Health care providers serving minors should take note of the difference between this requirement and G.S. 130A-153(d), which states that a parent, guardian, or person standing in loco parentis to a minor may consent to administration of a vaccine to the minor. Persons standing in loco parentis are not named in G.S. 90-21.5(a1), which is the more specific of the two statutes, and are therefore likely not authorized to give consent for the administration of an EUA vaccine to a minor.

Immediate Impacts During the COVID-19 Pandemic

The changes to North Carolina’s minor’s consent law for EUA vaccines went into effect on August 20, 2021. At that time, the only COVID-19 vaccines available to minors were still under EUAs. Prior to the Session Law, a minor with decisional capacity could consent to prevention (EUA vaccine), diagnosis (testing), and treatment for COVID-19, which is a reportable disease in North Carolina. When North Carolina’s minor’s consent law changed on August 20, 2021, minors with decisional capacity could still consent to diagnosis and treatment for COVID-19, but not to prevention of the disease by receipt of a COVID-19 vaccine.
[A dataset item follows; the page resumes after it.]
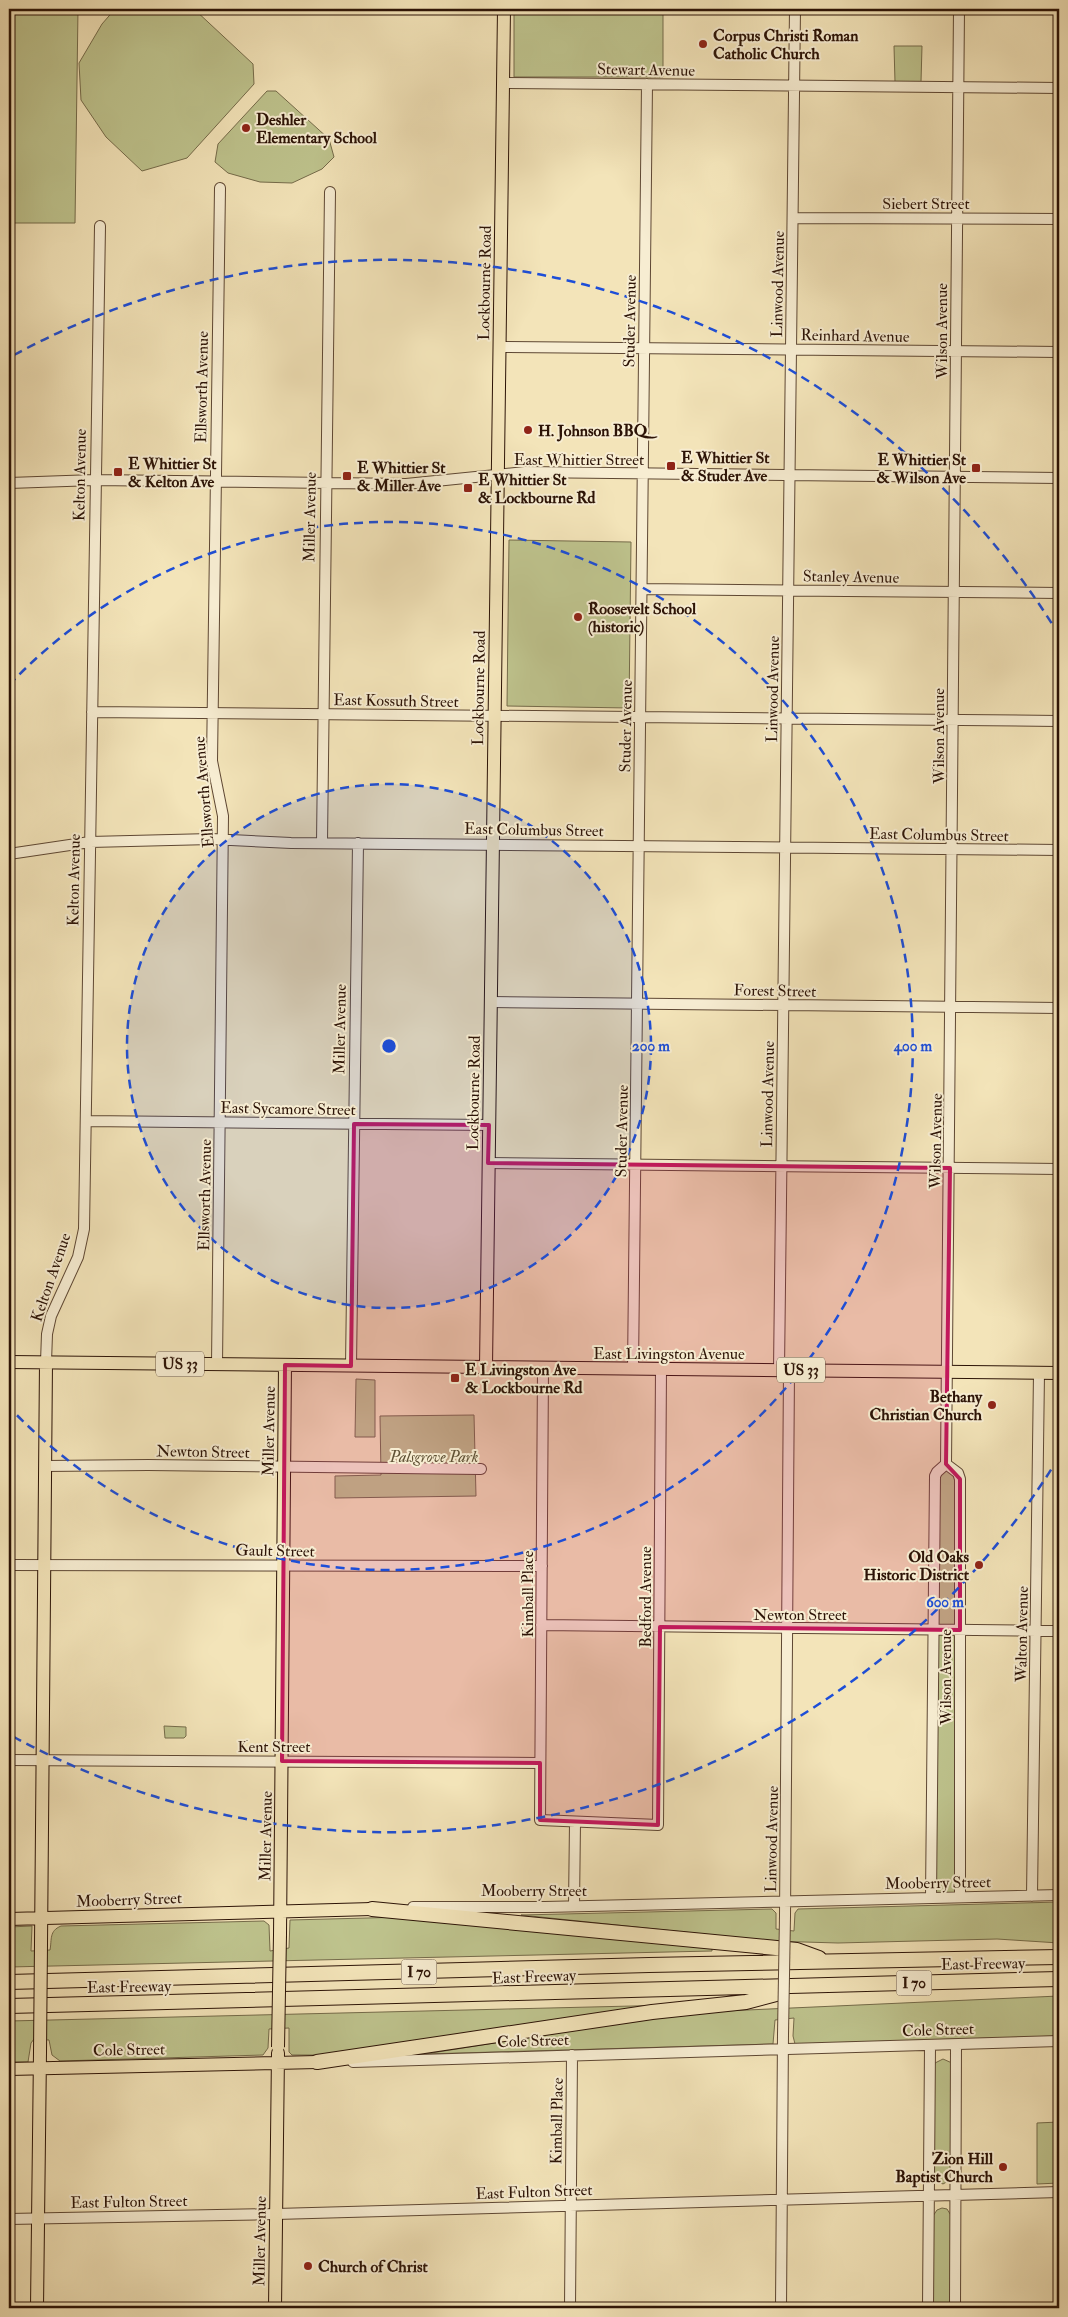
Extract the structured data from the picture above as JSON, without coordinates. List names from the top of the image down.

This situation changed for older minors on August 23, 2021, when the FDA approved the Pfizer-BioNTech COVID-19 vaccine for use in individuals ages 16 and older. Since then, the FDA has issued additional approvals for the use of the Pfizer-BioNTech vaccine in select younger age groups. At the time of this publication, the Moderna Spikevax vaccine is still only approved for use in people 18 years and older but is available under an EUA to younger individuals. Health care providers serving minors will need to stay tuned in to the evolving landscape of COVID-19 vaccines as the FDA grants approvals and EUAs for the use of vaccines in different age groups and for different purposes, such as primary series versus booster doses.
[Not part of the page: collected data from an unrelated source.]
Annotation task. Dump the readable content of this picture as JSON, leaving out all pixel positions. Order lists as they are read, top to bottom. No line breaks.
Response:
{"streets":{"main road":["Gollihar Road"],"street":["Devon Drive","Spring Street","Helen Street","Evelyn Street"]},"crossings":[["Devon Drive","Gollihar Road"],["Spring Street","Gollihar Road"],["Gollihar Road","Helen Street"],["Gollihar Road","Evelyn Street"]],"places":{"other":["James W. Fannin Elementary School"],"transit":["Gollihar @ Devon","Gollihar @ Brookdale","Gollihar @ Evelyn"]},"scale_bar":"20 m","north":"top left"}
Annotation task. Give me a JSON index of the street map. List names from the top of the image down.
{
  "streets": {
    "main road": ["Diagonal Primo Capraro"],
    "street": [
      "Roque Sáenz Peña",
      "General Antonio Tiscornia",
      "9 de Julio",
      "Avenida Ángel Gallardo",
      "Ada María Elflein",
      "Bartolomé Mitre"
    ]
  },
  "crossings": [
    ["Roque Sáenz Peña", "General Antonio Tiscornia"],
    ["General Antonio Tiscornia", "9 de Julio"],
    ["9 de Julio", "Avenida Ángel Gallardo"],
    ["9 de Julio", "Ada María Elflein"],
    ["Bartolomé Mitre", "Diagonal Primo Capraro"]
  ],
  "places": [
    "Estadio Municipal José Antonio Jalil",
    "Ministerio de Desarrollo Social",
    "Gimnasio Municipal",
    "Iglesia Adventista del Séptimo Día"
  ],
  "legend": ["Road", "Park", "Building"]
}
Implications for the Monkeypox Outbreak

In August 2022, HHS Secretary Xavier Becerra declared the monkeypox outbreak in the United States to be a public health emergency. The FDA quickly issued an EUA for the JYNNEOS vaccine, allowing it to be used as part of the monkeypox outbreak response. In contrast to COVID-19 vaccines, the JYNNEOS vaccine was developed well before the current monkeypox public health emergency. The JYNNEOS vaccine was originally approved by the FDA in 2019 for use as a vaccine against smallpox and monkeypox for people age 18 and older. The recently issued EUA for JYNNEOS allows the vaccine to be administered subcutaneously to people under age 18 who are at high risk for monkeypox infection. In light of the changes to North Carolina’s minor’s consent law, minors who are eligible to receive the JYNNEOS vaccine to prevent monkeypox will need the written consent of a parent or guardian in order to be immunized.
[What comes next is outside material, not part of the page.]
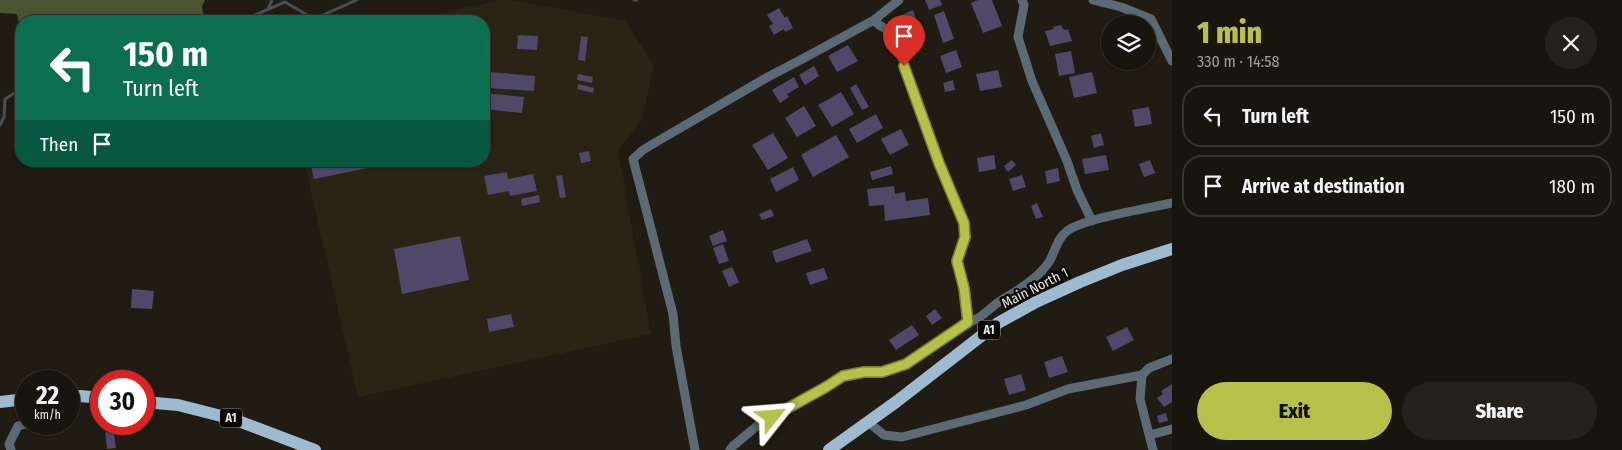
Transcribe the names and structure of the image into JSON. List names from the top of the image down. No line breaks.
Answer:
{"streets":{"main road":["Main North 1","A1"]},"page":{"heading":["1 min","330 m · 14:58"],"turn":["150 m","Turn left"],"list":[{"name":"Turn left","value":"150 m"},{"name":"Arrive at destination","value":"180 m"}],"then":"Then","speed":"22 km/h","limit":"30","buttons":["Exit","Share"]}}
Future Public Health Emergencies

For minors and the health care providers who serve them, North Carolina’s minor’s consent law can sometimes be tricky to navigate. The recent addition of statutory language at G.S. 90-21.5(a1) has added a new analytic step for those trying to interpret and implement the law by carving out EUA vaccines from the existing minor’s consent framework and requiring the written consent of a minor’s parent or guardian. This change in the law has had immediate implications for minors and their access to certain types of preventative care amidst the COVID-19 pandemic and monkeypox outbreak. However, the COVID-19 pandemic and monkeypox outbreak will almost certainly not be the last public health emergencies of our lifetimes. Health care providers and others involved in emergency preparedness and response should be aware of the recent change to North Carolina’s minor’s consent law and its implications during future public health emergencies when EUA vaccines may once again be a key tool used in the emergency response.

 

[1] The language used in North Carolina’s minor’s consent law, including the phrases “venereal disease,” “abuse” of controlled substances, and “emotional disturbance,” does not reflect the language and terminology that is now more commonly used by health care providers and public health practitioners (for example, “STI,” “substance use,” “mental health,” “behavioral health,” or people-first language). Outdated language found in the statute is used in places throughout this blog post solely for the purpose of accurately describing how the law is written.